### Data for processing
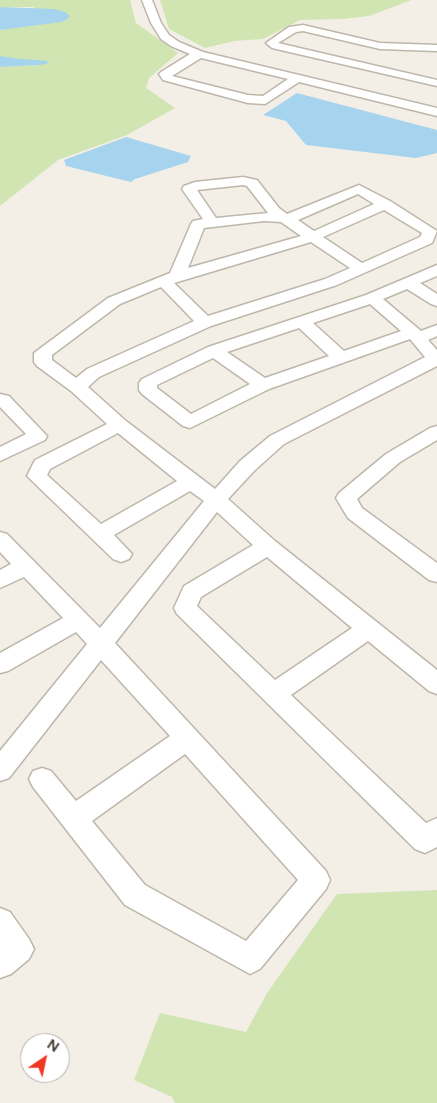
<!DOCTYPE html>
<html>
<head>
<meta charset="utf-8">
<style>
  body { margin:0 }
  #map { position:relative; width:437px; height:1103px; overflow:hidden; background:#f3efe7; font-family:Figtree,sans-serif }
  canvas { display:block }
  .north { position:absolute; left:20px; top:1033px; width:50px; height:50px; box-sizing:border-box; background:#fff; border:1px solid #b5b2af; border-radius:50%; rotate:34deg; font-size:14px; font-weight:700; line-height:20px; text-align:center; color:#453f36 }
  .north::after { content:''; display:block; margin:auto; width:18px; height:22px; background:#f03721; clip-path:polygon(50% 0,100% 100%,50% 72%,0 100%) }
</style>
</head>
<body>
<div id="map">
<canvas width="437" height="1103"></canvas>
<div class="north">N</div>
</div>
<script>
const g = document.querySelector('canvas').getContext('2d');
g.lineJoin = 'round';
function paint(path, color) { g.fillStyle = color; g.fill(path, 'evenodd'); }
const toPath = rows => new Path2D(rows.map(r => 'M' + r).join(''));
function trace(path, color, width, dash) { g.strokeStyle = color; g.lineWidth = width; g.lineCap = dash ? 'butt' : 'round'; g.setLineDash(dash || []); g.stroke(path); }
paint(toPath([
  [0,0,130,0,136,23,178,53,149,78,146,88,175,108,127,135,58,160,0,206,0,67,39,65,0,56,0,30,18,27,34,7,0,7],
  [160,0,411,0,369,16,342,19,300,20,263,39,234,41,205,48,169,29],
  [437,890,437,1103,175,1103,172,1097,134,1080,160,1013,246,1032,267,993,337,894]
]), '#d0e5b1');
paint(toPath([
  [0,7,54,9,65,12,70,16,66,20,61,22,0,30],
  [0,56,21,59,49,61,46,64,39,65,0,67],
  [297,93,437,130,437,153,416,158,306,145,286,121,263,115],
  [126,137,191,156,188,162,135,179,131,182,66,166,64,160]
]), '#a6d3ed');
const minor = toPath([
  [142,0,152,0,161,23,169,35,179,42,203,52,437,108,437,116,299,82,265,104,248,103,163,80,159,74,161,72,190,54,171,46,161,39,151,23,142,0],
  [201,58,288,79,263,96,248,95,172,76,201,58],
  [303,25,380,43,437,45,437,51,380,49,303,31,296,32,278,43,437,80,437,86,272,48,266,43,289,27,303,25],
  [243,177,257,180,279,208,287,214,359,185,390,201,437,231,432,243,337,285,211,326,99,377,88,387,126,421,215,489,240,461,270,436,425,357,410,339,269,389,190,428,183,426,142,394,139,390,139,383,142,379,208,347,366,295,437,265,437,276,420,283,437,294,437,306,431,304,407,289,383,299,421,331,437,325,437,336,428,340,437,350,437,366,284,444,254,471,228,499,275,541,437,670,437,694,429,691,368,641,291,695,426,823,437,818,437,847,425,853,415,849,177,614,174,608,184,586,253,545,217,512,115,643,326,871,330,880,326,889,260,969,250,974,125,905,33,787,29,779,33,771,42,768,51,771,76,801,170,736,101,660,9,778,0,781,0,751,87,644,76,632,8,671,0,673,0,653,63,618,24,577,0,588,0,570,11,564,0,552,0,532,7,534,100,628,204,501,190,491,114,535,132,554,129,559,121,562,113,559,27,476,35,460,107,424,71,391,37,366,34,362,34,353,108,298,170,273,191,224,193,221,203,219,182,189,184,186,195,182,243,177],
  [243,185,247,186,268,213,216,218,197,190,243,185],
  [358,194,374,204,314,231,298,220,358,194],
  [384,210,422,233,420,237,362,263,323,237,384,210],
  [264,221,281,222,301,236,188,268,204,228,264,221],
  [311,242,350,268,325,279,208,316,174,283,311,242],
  [161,287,194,321,87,369,76,378,52,360,52,355,120,304,161,287],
  [370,304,401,331,344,351,313,323,370,304],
  [299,328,329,356,265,378,227,352,299,328],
  [213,358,250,384,191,414,157,388,157,385,213,358],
  [118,433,177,481,101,524,47,475,50,469,118,433],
  [267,557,352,628,275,680,197,606,201,597,267,557],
  [185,754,298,880,246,941,145,885,92,821,185,754],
  [0,394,9,396,47,436,45,440,0,461,0,447,26,434,0,407,0,394],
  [437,426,437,440,400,462,357,499,362,508,437,563,437,582,429,580,348,518,336,498,339,493,386,454,430,428,437,426],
  [0,908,10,912,29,939,34,949,29,959,11,974,0,978,0,908]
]);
trace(minor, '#beb6aa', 3);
paint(minor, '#fff');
</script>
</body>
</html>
######
• **Task statement**
For the word "canvas", show every line of the entries that holds it.

• **Reply to the exercise**
  canvas { display:block }
<canvas width="437" height="1103"></canvas>
const g = document.querySelector('canvas').getContext('2d');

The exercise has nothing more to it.